A few hours later, the raid siren was ringing and he was down the porthole and on Anastasia's back and out into the air in no time. He breathed in deeply, letting the crisp autumn air wake him completely, then stroked his girl's neck.

"Hey," he murmured to her, almost sure the wind had whipped away his words before she could even hear them.

"You have not been sleeping, little brother," Anastasia observed. She was very perceptive, a trait that Balfour was always proud of, no matter how inconvenient it could be at times.

"I haven't been able to rest lately. Come, let's watch after our friends, shall we?"

"Naturally."

That night's raid was very quick and to the point. They simply had to torch one of the Ke-Han watch towers. Within a few hours, Balfour was heading back to bed. He didn't realize until the next morning that something was off within his room. He went through his things, finding everything where he had put it, including the papers under his mattress and the book in the false bottom of his drawer. Well, then, what was missing? He couldn't figure it out, no matter how he tried, so he shoved it out of his mind stubbornly. He shouldn't have been surprised that one of the Airmen had broken into his room…so what was bothering him about last night?

Whoever had broken in had also bothered to lock his door back, he realized. Or, perhaps, no one had broken in at all, and he was just being paranoid. Grumbling to himself, he put pepper on his eggs, then flipped them, letting that side finish cooking. This place was just making him paranoid. That was probably it. Paranoia sounded better than someone actually locking the door back after breaking in. It made more sense.
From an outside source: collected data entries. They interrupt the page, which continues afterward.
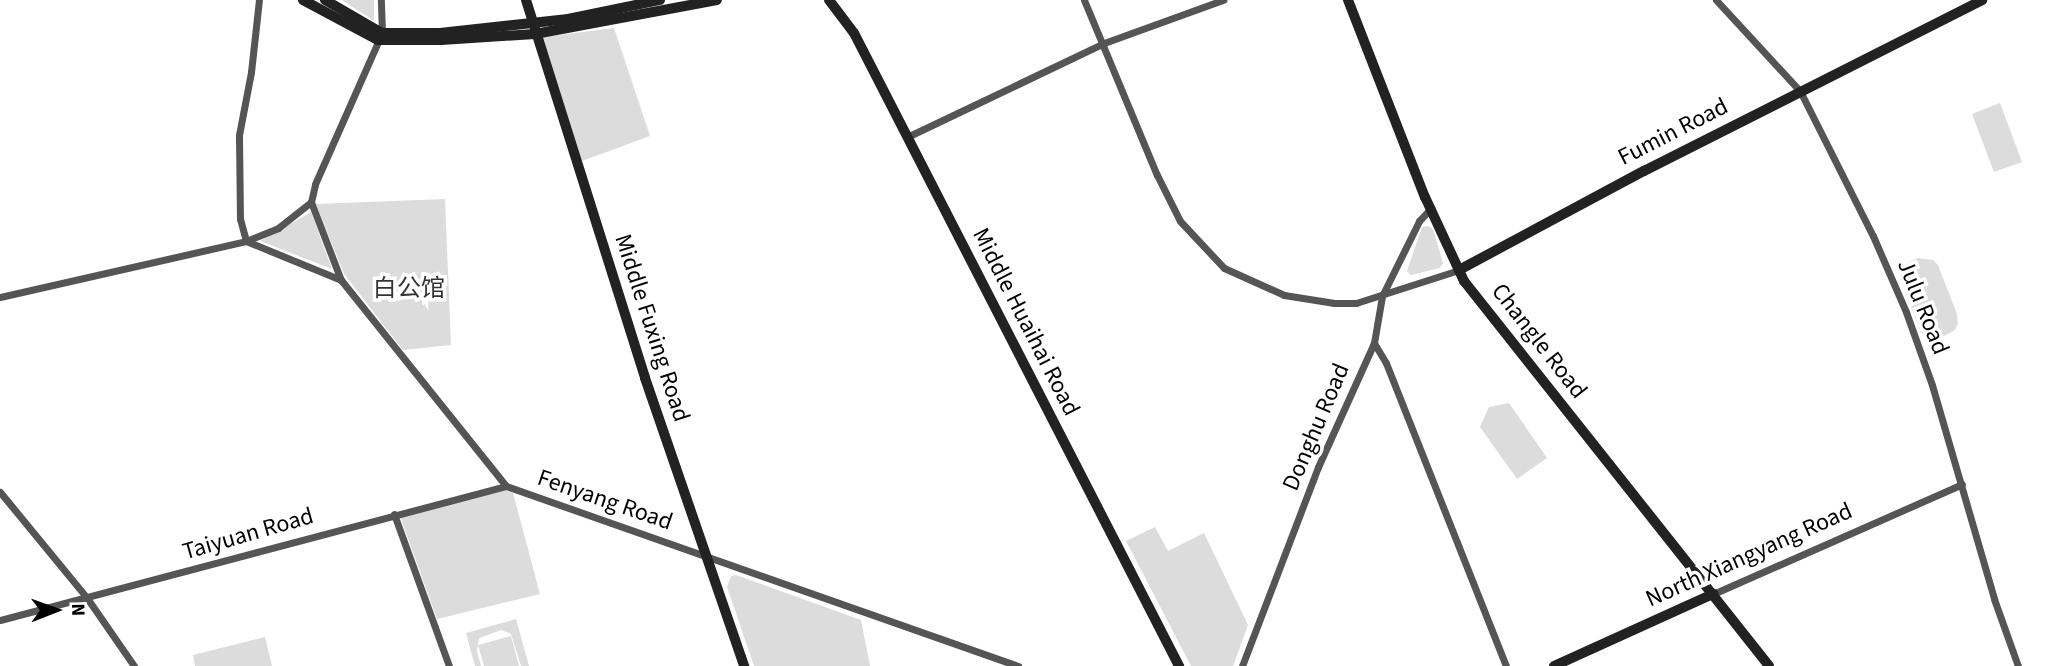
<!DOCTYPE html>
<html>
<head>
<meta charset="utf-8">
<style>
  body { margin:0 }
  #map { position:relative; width:2045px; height:666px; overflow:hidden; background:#fff; font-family:"Source Sans 3","Noto Sans SC",sans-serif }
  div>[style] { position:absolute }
  .green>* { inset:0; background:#dcdcdc }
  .street>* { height:7px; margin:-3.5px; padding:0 3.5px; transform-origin:3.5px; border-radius:3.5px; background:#555 }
  .secondary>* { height:10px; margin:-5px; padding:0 5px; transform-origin:5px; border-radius:5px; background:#222 }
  span { translate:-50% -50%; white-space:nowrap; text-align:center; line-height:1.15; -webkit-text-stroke:7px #fff; paint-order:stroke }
  .street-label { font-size:24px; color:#000 }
  .park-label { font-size:24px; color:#333 }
  .north { position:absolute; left:21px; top:575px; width:70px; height:70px; -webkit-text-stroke:5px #fff; paint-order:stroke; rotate:89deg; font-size:19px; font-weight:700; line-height:28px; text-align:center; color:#000 }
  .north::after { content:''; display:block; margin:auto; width:24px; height:32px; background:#000; clip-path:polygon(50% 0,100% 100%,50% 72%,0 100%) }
</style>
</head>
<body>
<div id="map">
  <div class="green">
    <i style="clip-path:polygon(342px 0,374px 0,374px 21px)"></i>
    <i style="clip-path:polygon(614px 28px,650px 136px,582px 161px,543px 37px)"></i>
    <i style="clip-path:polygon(2000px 103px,2022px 162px,1994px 172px,1972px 114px)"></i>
    <i style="clip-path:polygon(445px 199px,451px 345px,403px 350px,344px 274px,316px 204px)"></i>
    <i style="clip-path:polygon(311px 212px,332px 269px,260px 241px)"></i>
    <i style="clip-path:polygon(1428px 226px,1433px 229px,1443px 263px,1440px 268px,1411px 275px,1407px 271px,1422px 227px)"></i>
    <i style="clip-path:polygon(1918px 258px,1933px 260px,1938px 265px,1957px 314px,1958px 323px,1955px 330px,1937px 340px,1925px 338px,1920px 330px,1901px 280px,1900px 274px,1904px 265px)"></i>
    <i style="clip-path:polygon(1509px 403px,1547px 458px,1517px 479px,1480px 427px,1489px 407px)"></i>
    <i style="clip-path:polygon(506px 490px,513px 493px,540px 594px,437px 619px,400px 516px)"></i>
    <i style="clip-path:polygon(1155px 527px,1168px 551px,1204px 533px,1248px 625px,1233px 666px,1191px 666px,1126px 541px)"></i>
    <i style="clip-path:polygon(736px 575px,861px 620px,870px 666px,754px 666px,727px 587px,731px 576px)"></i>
    <i style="clip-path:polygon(516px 619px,529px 666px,521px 666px,511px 634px,501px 630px,479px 638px,477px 651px,481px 666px,475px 666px,466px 633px)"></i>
    <i style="clip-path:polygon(511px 636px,519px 666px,484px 666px,478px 645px)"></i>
    <i style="clip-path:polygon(265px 637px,272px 666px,195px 666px,193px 655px)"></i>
  </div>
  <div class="street">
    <i style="left:1084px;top:0;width:190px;rotate:67.4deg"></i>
    <i style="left:1157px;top:175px;width:51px;rotate:63.4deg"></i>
    <i style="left:1180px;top:221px;width:64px;rotate:46.9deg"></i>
    <i style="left:1224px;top:268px;width:66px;rotate:24.2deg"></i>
    <i style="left:1284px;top:295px;width:51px;rotate:9.1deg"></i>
    <i style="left:1334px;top:303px;width:22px"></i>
    <i style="left:1356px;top:303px;width:108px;rotate:-17.8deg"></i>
    <i style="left:1716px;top:0;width:124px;rotate:47.3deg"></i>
    <i style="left:1800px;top:91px;width:162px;rotate:63.3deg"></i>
    <i style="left:1873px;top:236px;width:83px;rotate:66.5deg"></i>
    <i style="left:1906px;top:312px;width:77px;rotate:70.4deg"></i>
    <i style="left:1932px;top:385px;width:223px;rotate:73.8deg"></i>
    <i style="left:1994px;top:599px;width:71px;rotate:70.3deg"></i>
    <i style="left:907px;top:137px;width:218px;rotate:-25.5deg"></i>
    <i style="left:1104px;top:43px;width:127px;rotate:-19.9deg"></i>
    <i style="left:311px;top:202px;width:84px;rotate:69deg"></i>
    <i style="left:341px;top:280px;width:264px;rotate:51.3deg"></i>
    <i style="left:506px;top:486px;width:543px;rotate:19.37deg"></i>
    <i style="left:246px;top:241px;width:23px;rotate:-105deg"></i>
    <i style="left:240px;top:219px;width:84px;rotate:-90.7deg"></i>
    <i style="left:239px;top:135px;width:64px;rotate:-79.2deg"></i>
    <i style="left:251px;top:72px;width:72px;rotate:-83.7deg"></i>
    <i style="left:246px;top:241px;width:103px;rotate:22.3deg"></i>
    <i style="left:0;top:297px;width:252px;rotate:-12.8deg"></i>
    <i style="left:246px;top:241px;width:35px;rotate:-22deg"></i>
    <i style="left:278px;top:228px;width:42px;rotate:-38.2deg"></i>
    <i style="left:311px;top:202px;width:18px;rotate:-77deg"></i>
    <i style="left:315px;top:184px;width:165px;rotate:-66.1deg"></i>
    <i style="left:382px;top:33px;width:33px;rotate:-92deg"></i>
    <i style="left:1374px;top:343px;width:23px;rotate:59deg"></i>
    <i style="left:1386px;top:363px;width:326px;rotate:68.4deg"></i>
    <i style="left:0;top:492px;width:137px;rotate:50.6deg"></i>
    <i style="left:87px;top:598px;width:83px;rotate:55.3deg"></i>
    <i style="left:394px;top:514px;width:162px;rotate:70.1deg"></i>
    <i style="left:1713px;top:594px;width:272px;rotate:-23.8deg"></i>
    <i style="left:0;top:620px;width:523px;rotate:-14.83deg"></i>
    <i style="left:1242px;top:666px;width:213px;rotate:-69.1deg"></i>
    <i style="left:1318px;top:467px;width:136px;rotate:-65.7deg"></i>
    <i style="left:1374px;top:343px;width:48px;rotate:-80.3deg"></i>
    <i style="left:1382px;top:296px;width:84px;rotate:-63.7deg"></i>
    <i style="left:1419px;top:221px;width:18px;rotate:-47deg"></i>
  </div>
  <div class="secondary">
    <i style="left:303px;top:0;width:85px;rotate:28.1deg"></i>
    <i style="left:378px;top:40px;width:63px"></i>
    <i style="left:441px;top:40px;width:94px;rotate:-3.7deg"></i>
    <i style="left:535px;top:34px;width:185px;rotate:-10.6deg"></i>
    <i style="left:325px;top:0;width:66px;rotate:30.1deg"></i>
    <i style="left:382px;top:33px;width:58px"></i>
    <i style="left:440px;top:33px;width:129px;rotate:-6.2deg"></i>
    <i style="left:568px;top:19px;width:94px;rotate:-11.7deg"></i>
    <i style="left:526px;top:0;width:396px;rotate:72.5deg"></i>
    <i style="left:645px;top:378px;width:305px;rotate:71deg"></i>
    <i style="left:829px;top:0;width:41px;rotate:52.9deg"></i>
    <i style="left:854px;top:33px;width:712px;rotate:62.82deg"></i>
    <i style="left:1348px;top:0;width:212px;rotate:68.7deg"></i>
    <i style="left:1425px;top:197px;width:93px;rotate:65.1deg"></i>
    <i style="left:1464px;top:281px;width:491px;rotate:51.6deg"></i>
    <i style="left:1459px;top:270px;width:210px;rotate:-28.2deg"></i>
    <i style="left:1644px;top:171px;width:379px;rotate:-26.8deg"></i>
    <i style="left:1554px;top:666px;width:175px;rotate:-24.4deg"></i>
  </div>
  <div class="street-label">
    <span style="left:1673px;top:132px;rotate:-27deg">Fumin Road</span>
    <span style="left:1923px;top:307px;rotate:68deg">Julu Road</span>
    <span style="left:1026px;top:322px;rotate:63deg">Middle Huaihai Road</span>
    <span style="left:652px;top:328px;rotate:72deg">Middle Fuxing Road</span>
    <span style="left:1539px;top:341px;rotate:52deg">Changle Road</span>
    <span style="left:1316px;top:427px;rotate:-67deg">Donghu Road</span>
    <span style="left:605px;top:500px;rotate:19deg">Fenyang Road</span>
    <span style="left:248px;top:534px;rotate:-16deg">Taiyuan Road</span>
    <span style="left:1749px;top:555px;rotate:-24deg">North Xiangyang Road</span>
  </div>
  <div class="park-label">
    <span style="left:409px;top:289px">白公馆</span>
  </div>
  <div class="north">N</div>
</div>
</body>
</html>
With that pleasant thought, he sat down and only ate about half of his eggs, then ended up just staring at them. He had thought that those had been clever hiding places for his journal and those papers, but now he was considering rethinking them. Not many places to hide them with cement floors and no closets, but he had to find new places. He had a nasty feeling that someone might have found them. Yes, he was becoming very paranoid. He would know if someone saw them, though. They would, doubtless, be acting very differently toward him.

What kind of idiot Cindy falls in love with his Chief Sergeant, anyway, a little voice in his mind that sounded disturbingly like Rook's asked. Clearly, this idiot Cindy, Balfour answered silently, then sighed, putting his face in his hands, as he realized that he was talking to voices in his head.

"You win, Anastasia," he muttered, clearing off his plate and going back to bed. He was exhausted, had to be, or he wouldn't be feeling this way.